"""

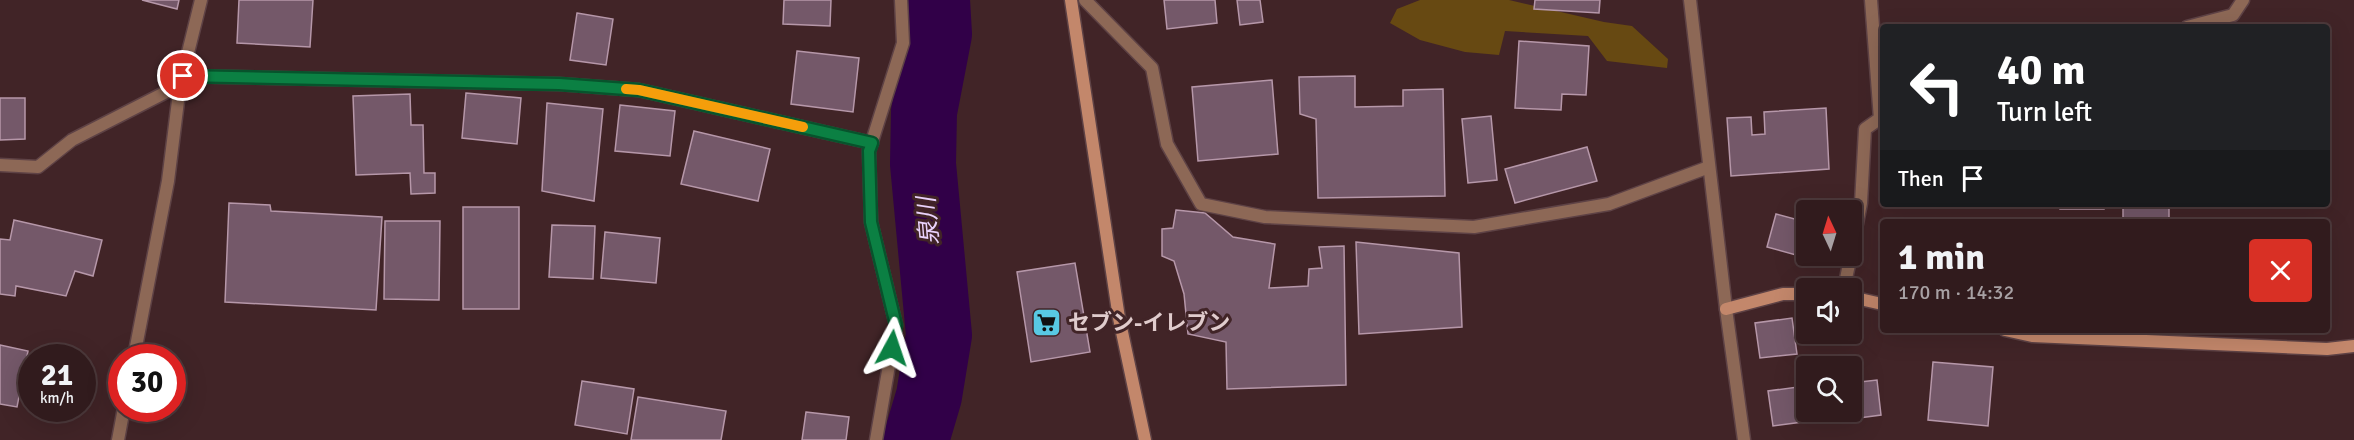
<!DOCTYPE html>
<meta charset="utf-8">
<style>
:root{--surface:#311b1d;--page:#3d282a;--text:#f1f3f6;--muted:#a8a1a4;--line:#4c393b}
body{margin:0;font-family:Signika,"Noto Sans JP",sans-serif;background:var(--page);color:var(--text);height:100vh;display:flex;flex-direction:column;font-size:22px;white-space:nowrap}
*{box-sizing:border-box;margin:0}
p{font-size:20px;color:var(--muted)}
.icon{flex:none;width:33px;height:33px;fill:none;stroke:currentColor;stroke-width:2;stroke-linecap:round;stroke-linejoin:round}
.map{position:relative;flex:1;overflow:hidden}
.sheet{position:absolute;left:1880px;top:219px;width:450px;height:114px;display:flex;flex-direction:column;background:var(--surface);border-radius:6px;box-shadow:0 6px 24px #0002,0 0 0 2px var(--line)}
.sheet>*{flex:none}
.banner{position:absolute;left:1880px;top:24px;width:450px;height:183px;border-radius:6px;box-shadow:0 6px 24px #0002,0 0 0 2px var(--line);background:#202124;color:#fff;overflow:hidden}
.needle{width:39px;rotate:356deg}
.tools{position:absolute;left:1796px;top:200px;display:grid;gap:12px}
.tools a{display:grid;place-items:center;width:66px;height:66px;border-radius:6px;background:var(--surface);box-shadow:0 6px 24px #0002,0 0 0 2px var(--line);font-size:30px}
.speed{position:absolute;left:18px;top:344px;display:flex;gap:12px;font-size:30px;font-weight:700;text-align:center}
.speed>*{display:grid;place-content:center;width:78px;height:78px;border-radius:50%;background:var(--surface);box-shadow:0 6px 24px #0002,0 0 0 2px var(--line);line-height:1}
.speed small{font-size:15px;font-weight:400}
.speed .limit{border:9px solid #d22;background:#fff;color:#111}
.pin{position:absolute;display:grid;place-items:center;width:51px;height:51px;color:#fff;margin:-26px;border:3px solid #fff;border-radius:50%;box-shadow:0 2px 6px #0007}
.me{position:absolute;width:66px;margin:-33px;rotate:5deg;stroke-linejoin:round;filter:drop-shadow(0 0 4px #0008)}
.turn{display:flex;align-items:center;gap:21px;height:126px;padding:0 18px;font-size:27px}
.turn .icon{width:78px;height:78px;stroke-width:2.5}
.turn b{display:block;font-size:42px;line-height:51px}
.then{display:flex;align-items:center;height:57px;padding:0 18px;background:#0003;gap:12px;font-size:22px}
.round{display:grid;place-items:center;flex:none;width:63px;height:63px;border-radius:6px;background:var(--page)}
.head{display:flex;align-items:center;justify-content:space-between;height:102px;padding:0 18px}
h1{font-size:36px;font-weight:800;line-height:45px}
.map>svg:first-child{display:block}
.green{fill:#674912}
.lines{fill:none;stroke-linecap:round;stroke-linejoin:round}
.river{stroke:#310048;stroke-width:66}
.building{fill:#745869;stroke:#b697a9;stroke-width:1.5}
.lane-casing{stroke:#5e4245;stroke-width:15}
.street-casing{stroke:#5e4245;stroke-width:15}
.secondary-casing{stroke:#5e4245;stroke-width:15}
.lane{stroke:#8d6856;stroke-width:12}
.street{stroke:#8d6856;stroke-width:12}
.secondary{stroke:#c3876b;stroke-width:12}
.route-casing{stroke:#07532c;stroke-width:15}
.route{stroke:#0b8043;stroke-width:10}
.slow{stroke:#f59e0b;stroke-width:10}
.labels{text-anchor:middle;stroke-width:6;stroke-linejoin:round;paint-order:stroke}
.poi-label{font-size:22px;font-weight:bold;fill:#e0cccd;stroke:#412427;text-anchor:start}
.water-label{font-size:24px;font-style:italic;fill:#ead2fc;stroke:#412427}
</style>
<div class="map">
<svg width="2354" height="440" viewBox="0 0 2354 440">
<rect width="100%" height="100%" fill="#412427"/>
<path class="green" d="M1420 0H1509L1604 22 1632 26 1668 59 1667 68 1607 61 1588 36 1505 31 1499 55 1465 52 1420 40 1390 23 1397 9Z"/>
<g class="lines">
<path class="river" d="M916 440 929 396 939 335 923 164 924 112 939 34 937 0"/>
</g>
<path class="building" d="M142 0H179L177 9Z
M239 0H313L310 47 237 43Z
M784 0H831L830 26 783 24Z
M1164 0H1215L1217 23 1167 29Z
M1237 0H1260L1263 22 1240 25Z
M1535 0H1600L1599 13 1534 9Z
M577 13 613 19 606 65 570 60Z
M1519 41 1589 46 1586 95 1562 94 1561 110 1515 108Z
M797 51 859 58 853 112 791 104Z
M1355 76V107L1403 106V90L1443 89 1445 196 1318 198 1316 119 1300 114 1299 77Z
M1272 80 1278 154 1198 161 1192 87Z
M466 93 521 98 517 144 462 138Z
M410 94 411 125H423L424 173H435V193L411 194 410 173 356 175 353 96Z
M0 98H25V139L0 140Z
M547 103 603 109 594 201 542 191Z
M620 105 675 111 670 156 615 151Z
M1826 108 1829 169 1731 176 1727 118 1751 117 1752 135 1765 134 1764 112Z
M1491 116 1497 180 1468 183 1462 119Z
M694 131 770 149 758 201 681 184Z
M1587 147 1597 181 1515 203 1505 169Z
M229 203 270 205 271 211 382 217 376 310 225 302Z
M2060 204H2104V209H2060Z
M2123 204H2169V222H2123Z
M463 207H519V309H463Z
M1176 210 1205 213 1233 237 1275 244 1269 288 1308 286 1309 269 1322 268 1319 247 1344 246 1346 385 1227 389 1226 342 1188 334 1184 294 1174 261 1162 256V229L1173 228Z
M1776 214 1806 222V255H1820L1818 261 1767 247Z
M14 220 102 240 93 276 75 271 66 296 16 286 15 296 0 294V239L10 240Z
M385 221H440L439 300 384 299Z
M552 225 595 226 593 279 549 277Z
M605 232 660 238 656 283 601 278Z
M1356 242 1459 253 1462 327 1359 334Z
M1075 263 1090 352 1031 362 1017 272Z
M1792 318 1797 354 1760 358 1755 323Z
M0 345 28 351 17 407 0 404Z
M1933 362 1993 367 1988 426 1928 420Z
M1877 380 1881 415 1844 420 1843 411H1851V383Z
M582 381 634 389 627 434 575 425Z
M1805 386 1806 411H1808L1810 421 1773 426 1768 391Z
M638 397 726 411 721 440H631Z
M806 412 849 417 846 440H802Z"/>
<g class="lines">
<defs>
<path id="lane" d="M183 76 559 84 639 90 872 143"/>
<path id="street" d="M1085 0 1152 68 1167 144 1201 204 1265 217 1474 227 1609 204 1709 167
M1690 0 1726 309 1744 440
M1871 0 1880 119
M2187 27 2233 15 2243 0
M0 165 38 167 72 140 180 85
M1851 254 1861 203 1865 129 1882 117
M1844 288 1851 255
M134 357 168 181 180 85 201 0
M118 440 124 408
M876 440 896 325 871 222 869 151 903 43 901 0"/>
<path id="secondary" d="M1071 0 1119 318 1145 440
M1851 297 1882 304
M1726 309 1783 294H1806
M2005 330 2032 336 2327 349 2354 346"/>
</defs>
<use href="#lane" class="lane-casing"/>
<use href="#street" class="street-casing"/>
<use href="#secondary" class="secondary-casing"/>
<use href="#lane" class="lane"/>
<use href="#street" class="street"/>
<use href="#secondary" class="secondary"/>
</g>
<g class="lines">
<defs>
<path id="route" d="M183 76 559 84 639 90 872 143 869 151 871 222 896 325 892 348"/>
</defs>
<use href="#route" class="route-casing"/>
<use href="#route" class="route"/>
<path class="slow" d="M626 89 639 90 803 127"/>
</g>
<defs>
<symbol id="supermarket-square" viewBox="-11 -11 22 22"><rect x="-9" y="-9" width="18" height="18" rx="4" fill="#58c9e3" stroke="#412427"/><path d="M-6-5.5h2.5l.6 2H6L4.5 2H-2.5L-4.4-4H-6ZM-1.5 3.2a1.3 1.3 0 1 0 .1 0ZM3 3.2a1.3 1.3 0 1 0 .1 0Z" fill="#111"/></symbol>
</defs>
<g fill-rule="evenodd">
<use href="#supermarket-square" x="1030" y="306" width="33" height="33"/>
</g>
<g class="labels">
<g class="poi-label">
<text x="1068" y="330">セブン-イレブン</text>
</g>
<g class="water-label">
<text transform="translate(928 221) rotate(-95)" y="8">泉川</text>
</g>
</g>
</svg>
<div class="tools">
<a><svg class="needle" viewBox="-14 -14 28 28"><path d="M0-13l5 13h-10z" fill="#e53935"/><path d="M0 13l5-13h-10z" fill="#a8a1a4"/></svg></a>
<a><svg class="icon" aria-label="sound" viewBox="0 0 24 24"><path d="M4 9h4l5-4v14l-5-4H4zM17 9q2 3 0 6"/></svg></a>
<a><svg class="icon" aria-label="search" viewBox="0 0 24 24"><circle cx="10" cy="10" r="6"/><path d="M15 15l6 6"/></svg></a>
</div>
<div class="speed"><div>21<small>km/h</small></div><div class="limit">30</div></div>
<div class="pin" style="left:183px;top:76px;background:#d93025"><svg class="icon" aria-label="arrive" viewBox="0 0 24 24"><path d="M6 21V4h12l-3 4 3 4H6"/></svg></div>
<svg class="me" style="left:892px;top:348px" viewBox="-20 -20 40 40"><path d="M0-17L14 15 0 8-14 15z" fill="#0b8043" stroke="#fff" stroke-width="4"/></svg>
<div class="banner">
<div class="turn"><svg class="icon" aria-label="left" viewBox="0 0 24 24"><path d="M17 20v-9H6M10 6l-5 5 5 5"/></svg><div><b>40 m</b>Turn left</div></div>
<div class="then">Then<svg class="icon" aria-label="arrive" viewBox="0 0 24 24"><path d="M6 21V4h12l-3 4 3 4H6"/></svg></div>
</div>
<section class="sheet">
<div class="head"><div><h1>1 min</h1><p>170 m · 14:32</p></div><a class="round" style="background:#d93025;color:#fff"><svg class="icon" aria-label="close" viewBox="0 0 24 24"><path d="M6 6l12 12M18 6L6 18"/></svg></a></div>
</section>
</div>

"""

_What needs to be done_. Determine how many lines in the data above contain the string "margin". Give nothing except the number.

_Response to this task_. 4